Come tutte le proposte di riforma costituzionale, anche questa proposta dovrà essere comunque approvata due volte da entrambe le Camere per ottenere il via libera definitivo. 

Il ruolo dei delegati regionali

Prima di concludere, sottolineiamo anche che in origine il testo della proposta presentato da Fornaro prevedeva anche la modifica dell’articolo 83 della Costituzione, per ridurre da tre a due il numero dei delegati regionali che partecipano all’elezione del presidente della Repubblica. Questa proposta di modifica aveva l’obiettivo di riequilibrare il peso dei rappresentanti delle regioni nell’elezione del Capo dello Stato. Ad oggi infatti, i delegati regionali sono in totale 58 (la Valle d’Aosta ne elegge uno), e con il taglio dei parlamentari il loro peso nell’elezione del capo dello Stato è aumentato dal 6 per cento circa al 10 per cento dei “grandi elettori”. 

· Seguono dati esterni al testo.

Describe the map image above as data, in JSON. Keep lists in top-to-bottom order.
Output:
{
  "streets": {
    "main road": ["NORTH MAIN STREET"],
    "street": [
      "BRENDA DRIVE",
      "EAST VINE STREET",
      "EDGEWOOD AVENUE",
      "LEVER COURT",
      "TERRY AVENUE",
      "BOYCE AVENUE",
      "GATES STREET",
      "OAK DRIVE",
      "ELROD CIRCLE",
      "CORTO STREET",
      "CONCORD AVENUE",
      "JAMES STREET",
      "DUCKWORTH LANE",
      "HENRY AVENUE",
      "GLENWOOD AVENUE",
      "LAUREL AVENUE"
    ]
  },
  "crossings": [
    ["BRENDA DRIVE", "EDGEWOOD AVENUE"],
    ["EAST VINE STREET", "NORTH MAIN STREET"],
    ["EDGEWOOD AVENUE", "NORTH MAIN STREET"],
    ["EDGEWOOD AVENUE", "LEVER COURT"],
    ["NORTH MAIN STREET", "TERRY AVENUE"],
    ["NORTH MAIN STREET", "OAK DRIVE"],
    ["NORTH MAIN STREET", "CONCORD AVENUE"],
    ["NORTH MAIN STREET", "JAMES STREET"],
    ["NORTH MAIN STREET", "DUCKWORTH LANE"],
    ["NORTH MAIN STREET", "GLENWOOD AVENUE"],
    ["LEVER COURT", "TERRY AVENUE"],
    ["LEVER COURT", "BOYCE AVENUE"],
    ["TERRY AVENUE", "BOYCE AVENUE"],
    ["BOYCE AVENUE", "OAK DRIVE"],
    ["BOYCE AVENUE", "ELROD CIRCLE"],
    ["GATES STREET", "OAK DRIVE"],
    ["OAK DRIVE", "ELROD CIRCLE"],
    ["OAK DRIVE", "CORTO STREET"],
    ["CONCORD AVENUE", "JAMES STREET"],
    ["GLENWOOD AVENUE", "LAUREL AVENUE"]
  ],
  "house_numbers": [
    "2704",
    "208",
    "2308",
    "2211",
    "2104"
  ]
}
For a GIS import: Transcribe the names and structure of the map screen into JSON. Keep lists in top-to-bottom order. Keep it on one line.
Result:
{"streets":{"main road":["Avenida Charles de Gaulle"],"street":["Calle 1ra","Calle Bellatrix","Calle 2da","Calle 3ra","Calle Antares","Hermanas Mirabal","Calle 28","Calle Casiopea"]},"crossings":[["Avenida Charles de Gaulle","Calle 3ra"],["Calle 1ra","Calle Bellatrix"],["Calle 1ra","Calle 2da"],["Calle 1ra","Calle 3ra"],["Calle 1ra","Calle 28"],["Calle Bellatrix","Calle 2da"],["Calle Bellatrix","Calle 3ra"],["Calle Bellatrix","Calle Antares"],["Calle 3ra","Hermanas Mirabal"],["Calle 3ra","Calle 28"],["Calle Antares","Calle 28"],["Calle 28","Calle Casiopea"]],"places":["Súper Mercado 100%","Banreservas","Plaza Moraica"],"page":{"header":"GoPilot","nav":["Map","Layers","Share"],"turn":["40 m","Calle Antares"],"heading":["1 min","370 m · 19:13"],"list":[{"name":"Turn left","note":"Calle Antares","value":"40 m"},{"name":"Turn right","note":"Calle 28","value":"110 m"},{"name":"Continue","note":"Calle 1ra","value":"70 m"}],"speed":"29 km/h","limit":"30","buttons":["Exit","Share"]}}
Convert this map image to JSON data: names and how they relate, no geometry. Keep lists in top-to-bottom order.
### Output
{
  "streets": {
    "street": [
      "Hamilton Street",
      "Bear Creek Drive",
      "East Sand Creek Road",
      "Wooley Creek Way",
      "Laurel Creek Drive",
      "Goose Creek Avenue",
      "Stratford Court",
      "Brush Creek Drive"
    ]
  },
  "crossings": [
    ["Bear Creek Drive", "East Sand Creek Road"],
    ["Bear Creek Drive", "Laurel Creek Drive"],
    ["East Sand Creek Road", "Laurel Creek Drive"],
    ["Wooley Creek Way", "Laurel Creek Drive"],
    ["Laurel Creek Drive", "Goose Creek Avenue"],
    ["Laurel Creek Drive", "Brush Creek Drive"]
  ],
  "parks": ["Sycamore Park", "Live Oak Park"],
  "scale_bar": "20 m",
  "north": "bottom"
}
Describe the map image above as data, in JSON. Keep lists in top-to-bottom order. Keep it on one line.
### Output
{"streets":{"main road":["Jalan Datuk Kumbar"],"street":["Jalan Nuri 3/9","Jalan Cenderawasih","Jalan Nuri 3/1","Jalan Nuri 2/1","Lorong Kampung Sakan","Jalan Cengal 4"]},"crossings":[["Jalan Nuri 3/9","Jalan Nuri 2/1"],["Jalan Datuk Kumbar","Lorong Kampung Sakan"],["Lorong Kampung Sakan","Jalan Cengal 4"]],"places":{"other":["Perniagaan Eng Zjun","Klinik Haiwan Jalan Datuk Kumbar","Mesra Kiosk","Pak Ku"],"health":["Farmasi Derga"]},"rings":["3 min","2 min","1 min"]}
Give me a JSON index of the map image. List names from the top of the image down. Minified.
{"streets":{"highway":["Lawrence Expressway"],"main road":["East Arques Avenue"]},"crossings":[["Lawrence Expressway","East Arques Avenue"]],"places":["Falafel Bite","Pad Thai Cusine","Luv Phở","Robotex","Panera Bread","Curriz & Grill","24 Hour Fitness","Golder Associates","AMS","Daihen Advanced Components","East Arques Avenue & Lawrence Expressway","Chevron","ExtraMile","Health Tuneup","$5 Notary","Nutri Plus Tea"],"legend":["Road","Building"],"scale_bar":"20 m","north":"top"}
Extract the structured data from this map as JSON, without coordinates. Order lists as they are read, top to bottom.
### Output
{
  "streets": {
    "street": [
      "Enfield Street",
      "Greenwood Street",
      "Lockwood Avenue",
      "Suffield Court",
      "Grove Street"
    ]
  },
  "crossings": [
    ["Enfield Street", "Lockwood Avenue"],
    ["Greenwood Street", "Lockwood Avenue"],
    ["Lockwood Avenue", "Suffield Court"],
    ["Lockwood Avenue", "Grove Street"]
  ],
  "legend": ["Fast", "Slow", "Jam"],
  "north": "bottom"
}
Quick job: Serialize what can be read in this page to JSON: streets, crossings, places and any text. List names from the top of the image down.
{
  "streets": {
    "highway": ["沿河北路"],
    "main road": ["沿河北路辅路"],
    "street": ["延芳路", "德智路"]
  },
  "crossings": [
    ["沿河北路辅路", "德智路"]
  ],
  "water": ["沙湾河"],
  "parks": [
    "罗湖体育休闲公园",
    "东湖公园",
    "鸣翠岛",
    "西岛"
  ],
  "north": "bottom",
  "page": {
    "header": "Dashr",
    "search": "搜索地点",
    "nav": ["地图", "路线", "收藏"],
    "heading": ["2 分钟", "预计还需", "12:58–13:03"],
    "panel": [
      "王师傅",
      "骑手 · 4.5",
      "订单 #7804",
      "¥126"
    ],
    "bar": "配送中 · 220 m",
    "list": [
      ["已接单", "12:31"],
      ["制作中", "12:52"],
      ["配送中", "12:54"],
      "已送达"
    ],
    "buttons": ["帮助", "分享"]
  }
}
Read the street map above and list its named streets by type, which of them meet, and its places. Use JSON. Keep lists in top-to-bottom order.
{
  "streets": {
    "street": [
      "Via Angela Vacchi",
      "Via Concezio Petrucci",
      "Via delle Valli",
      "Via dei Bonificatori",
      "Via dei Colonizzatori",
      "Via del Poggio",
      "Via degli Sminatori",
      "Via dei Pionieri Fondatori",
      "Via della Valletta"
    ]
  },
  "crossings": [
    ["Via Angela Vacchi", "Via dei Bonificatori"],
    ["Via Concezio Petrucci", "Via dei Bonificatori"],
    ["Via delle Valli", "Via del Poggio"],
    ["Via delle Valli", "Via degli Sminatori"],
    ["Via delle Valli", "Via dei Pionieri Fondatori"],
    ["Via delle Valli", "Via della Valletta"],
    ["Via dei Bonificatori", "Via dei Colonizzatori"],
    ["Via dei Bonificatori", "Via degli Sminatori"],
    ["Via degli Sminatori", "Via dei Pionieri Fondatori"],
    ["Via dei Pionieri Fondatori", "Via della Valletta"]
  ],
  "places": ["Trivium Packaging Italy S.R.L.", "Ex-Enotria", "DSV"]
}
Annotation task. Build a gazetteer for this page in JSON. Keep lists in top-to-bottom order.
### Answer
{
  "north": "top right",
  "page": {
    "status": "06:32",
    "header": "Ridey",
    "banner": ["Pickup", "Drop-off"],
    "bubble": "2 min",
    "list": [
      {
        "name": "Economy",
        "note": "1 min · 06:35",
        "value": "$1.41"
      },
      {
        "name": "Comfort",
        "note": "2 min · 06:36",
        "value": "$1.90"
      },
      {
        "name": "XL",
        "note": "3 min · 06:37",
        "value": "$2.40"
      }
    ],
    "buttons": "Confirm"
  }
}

Questa parte della proposta è stata però eliminata prima dell’arrivo del testo in assemblea. Il 22 marzo, la Commissione Affari costituzionali della Camera ha approvato tre emendamenti, il primo presentato dallo stesso Fornaro e gli altri due da alcuni deputati del centrodestra, che hanno soppresso gli articoli che prevedevano la riduzione del numero dei delegati regionali. Come ha ammesso lo stesso Fornaro, la riduzione del numero dei delegati «avrebbe impedito di fatto il rispetto del principio della rappresentanza delle minoranze nell’elezione dei delegati regionali». Di solito, infatti, i consigli regionali eleggono due delegati per la maggioranza e un delegato per l’opposizione.